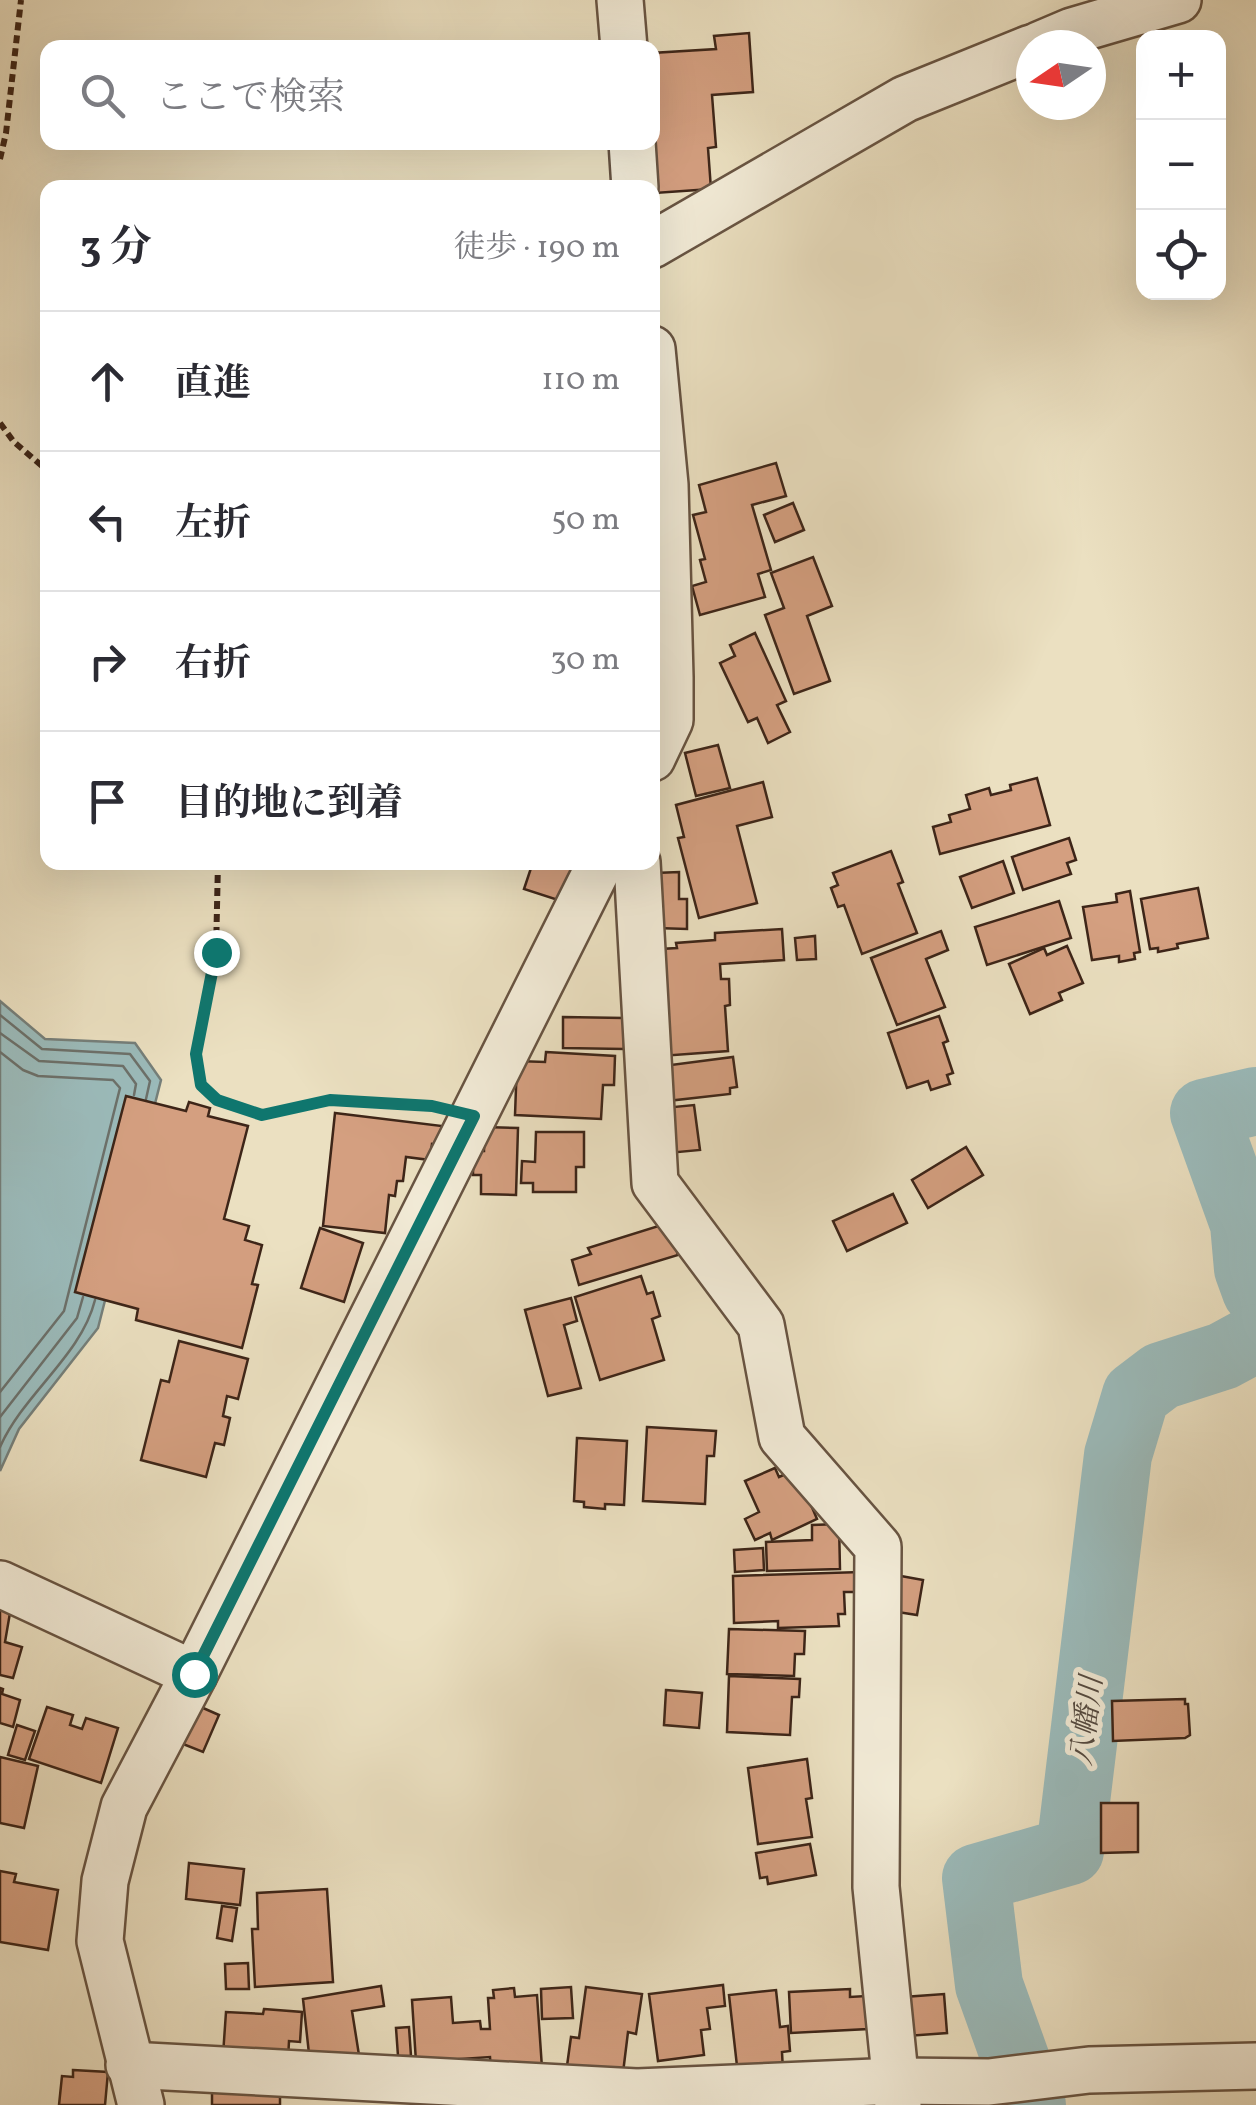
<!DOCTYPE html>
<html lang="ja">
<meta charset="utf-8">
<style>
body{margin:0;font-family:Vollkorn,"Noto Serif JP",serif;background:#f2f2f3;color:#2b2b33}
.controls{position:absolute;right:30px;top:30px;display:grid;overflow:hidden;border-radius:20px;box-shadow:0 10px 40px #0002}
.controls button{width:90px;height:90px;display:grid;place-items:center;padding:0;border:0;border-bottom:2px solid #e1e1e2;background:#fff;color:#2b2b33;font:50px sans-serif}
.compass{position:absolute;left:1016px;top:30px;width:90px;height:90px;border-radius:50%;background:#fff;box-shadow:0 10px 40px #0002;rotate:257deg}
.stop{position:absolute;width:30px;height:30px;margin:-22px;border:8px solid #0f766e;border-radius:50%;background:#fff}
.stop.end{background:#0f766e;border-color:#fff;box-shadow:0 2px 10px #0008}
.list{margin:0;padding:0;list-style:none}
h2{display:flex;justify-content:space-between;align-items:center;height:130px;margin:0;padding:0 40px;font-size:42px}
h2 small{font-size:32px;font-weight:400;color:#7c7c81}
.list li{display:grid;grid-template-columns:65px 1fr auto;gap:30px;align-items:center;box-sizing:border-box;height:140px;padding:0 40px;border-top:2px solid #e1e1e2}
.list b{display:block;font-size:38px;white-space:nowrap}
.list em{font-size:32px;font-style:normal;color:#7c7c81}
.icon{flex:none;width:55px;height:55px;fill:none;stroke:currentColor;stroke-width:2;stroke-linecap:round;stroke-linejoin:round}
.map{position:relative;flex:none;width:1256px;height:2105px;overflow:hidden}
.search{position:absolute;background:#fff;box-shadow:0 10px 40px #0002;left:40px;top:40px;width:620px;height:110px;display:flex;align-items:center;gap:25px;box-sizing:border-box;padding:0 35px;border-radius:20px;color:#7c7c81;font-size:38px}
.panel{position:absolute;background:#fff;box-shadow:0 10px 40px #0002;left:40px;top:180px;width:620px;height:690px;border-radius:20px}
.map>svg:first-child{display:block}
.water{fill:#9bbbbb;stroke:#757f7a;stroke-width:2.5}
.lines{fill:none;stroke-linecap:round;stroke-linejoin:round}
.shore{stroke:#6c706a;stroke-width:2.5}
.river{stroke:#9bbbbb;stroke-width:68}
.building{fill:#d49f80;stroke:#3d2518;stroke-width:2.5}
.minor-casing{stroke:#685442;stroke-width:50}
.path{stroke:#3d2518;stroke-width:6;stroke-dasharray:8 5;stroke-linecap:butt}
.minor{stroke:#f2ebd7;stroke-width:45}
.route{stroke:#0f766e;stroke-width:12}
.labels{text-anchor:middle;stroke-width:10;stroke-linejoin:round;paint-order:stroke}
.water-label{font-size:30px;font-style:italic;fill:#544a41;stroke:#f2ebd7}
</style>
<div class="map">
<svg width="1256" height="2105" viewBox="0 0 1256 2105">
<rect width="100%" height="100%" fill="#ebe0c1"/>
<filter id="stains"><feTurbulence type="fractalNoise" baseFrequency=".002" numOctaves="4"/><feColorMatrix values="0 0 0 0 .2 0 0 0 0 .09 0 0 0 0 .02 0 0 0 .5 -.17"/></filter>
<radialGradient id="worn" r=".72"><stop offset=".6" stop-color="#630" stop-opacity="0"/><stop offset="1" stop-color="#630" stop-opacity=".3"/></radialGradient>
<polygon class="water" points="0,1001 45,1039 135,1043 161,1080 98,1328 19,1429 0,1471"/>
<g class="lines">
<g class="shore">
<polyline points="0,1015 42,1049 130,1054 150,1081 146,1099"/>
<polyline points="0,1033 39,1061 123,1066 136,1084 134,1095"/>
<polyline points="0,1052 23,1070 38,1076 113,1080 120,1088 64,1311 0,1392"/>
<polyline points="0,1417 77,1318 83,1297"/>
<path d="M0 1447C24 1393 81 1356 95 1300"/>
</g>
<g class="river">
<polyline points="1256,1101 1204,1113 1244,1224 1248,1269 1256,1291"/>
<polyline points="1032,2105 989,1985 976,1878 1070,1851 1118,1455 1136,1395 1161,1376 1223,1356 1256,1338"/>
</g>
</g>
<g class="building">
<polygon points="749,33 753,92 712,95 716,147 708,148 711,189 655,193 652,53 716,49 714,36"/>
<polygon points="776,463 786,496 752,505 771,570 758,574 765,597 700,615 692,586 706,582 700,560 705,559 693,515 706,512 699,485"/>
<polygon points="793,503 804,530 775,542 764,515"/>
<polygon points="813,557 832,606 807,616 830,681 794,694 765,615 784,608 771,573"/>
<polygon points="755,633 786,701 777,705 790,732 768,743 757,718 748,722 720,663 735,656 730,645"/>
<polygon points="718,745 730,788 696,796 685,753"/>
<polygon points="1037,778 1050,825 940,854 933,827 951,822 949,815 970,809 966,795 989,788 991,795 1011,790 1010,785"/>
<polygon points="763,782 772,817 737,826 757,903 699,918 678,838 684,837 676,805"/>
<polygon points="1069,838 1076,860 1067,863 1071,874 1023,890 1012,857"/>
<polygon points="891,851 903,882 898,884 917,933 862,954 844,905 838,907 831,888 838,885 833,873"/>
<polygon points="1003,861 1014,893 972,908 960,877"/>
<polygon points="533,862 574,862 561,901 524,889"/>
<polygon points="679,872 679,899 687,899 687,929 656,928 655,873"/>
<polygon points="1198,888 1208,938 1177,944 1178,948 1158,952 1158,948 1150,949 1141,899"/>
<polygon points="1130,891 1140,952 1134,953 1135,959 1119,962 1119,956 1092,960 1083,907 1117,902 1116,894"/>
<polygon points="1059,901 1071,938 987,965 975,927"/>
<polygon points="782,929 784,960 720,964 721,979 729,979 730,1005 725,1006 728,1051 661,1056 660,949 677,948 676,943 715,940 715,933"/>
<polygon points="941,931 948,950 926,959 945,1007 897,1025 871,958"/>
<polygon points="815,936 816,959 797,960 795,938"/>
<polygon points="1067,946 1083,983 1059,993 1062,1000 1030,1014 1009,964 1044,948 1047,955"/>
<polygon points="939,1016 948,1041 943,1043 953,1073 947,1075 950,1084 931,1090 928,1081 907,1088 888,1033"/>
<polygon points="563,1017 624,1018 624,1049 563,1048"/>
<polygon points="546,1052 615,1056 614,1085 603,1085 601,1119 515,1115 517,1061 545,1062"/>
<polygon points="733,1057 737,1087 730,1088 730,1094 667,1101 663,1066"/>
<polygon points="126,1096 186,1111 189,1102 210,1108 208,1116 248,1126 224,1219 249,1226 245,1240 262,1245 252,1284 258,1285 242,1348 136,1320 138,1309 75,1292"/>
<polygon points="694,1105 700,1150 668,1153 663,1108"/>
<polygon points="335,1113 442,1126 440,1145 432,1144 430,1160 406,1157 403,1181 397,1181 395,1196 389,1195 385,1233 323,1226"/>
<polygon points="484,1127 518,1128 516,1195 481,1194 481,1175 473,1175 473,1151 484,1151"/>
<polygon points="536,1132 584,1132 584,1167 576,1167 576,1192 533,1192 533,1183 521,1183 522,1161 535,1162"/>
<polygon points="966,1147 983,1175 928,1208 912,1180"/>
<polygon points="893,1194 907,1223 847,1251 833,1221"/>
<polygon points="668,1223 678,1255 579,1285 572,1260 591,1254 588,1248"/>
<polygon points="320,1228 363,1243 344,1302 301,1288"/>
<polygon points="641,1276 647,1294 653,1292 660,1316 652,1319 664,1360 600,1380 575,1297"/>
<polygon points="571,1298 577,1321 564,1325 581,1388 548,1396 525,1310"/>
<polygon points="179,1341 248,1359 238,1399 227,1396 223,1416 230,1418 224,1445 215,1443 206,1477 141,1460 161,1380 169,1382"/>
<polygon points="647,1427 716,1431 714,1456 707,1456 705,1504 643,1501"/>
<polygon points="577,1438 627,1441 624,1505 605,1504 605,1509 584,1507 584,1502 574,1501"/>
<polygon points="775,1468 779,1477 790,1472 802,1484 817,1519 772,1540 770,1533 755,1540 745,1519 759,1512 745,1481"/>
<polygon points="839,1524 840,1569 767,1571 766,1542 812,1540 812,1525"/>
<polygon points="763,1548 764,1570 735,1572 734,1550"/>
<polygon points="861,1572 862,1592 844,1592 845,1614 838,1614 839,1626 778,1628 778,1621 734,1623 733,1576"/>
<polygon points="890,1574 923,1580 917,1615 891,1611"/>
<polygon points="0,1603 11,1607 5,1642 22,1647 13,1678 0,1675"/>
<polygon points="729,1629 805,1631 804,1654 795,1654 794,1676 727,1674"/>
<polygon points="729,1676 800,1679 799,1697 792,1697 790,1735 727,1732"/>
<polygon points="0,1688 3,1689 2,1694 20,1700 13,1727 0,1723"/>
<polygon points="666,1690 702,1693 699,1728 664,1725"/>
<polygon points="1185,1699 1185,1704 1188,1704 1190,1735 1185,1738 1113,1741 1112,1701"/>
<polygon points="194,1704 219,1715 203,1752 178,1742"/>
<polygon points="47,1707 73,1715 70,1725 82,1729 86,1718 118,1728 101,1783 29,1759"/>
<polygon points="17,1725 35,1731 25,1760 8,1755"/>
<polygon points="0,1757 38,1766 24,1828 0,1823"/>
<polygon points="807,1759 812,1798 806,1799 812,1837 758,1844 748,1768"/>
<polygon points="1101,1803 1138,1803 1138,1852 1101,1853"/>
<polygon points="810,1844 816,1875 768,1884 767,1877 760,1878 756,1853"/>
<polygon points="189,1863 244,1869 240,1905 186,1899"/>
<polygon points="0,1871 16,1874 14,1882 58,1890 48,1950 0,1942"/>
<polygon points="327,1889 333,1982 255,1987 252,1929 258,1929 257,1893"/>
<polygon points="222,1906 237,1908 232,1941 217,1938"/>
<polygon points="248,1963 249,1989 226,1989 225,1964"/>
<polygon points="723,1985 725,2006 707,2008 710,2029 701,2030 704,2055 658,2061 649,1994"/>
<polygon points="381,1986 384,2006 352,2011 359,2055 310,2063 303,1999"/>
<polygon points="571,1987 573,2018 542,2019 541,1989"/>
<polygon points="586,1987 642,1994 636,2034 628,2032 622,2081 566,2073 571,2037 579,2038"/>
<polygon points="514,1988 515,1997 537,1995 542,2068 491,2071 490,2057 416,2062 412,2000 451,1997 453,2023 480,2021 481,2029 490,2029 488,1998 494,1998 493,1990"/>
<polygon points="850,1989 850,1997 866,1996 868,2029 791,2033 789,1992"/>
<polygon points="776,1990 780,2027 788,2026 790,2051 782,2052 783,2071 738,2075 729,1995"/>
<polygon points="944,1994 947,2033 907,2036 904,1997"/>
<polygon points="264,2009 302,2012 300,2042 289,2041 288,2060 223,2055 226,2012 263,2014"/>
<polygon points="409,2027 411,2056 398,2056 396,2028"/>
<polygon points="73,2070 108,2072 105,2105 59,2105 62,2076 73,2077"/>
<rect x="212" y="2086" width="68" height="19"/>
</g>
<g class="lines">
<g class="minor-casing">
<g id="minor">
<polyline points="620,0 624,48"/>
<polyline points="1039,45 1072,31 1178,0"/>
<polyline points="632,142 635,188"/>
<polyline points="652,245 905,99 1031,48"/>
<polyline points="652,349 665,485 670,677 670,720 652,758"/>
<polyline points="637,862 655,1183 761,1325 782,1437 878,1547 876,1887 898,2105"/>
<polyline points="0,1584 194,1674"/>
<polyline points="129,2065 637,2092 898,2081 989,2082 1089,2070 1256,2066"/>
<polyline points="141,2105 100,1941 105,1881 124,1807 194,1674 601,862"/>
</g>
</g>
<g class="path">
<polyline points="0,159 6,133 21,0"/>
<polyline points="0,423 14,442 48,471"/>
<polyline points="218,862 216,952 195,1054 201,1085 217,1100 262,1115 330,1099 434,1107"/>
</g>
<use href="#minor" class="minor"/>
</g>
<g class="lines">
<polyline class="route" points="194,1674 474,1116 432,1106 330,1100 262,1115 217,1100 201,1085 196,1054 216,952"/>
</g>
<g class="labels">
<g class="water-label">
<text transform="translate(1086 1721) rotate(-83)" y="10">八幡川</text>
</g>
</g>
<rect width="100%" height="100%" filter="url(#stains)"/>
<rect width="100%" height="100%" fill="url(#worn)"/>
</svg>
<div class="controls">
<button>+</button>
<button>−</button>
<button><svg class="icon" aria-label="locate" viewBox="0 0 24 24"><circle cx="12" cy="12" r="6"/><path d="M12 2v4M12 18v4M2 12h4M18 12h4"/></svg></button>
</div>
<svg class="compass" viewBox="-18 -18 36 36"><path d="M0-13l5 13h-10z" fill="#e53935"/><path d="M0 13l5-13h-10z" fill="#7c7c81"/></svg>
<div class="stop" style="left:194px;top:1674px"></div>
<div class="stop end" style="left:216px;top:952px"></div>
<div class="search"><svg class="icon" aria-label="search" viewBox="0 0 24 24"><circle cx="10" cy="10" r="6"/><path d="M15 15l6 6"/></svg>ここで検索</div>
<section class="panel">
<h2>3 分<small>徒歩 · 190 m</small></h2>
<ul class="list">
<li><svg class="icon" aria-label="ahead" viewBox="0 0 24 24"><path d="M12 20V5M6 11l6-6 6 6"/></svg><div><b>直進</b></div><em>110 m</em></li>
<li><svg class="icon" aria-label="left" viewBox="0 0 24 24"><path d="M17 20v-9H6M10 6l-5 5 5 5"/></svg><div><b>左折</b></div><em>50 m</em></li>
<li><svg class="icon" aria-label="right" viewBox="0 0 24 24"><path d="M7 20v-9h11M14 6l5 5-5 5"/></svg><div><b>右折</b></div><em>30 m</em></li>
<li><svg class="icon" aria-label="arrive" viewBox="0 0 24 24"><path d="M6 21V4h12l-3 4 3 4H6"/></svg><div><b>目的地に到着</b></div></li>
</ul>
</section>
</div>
════════════════════
→ How to complete this task
Wherever the word "solid" shows up in the material, copy the line it is on.

→ Result for this exercise
.controls button{width:90px;height:90px;display:grid;place-items:center;padding:0;border:0;border-bottom:2px solid #e1e1e2;background:#fff;color:#2b2b33;font:50px sans-serif}
.stop{position:absolute;width:30px;height:30px;margin:-22px;border:8px solid #0f766e;border-radius:50%;background:#fff}
.list li{display:grid;grid-template-columns:65px 1fr auto;gap:30px;align-items:center;box-sizing:border-box;height:140px;padding:0 40px;border-top:2px solid #e1e1e2}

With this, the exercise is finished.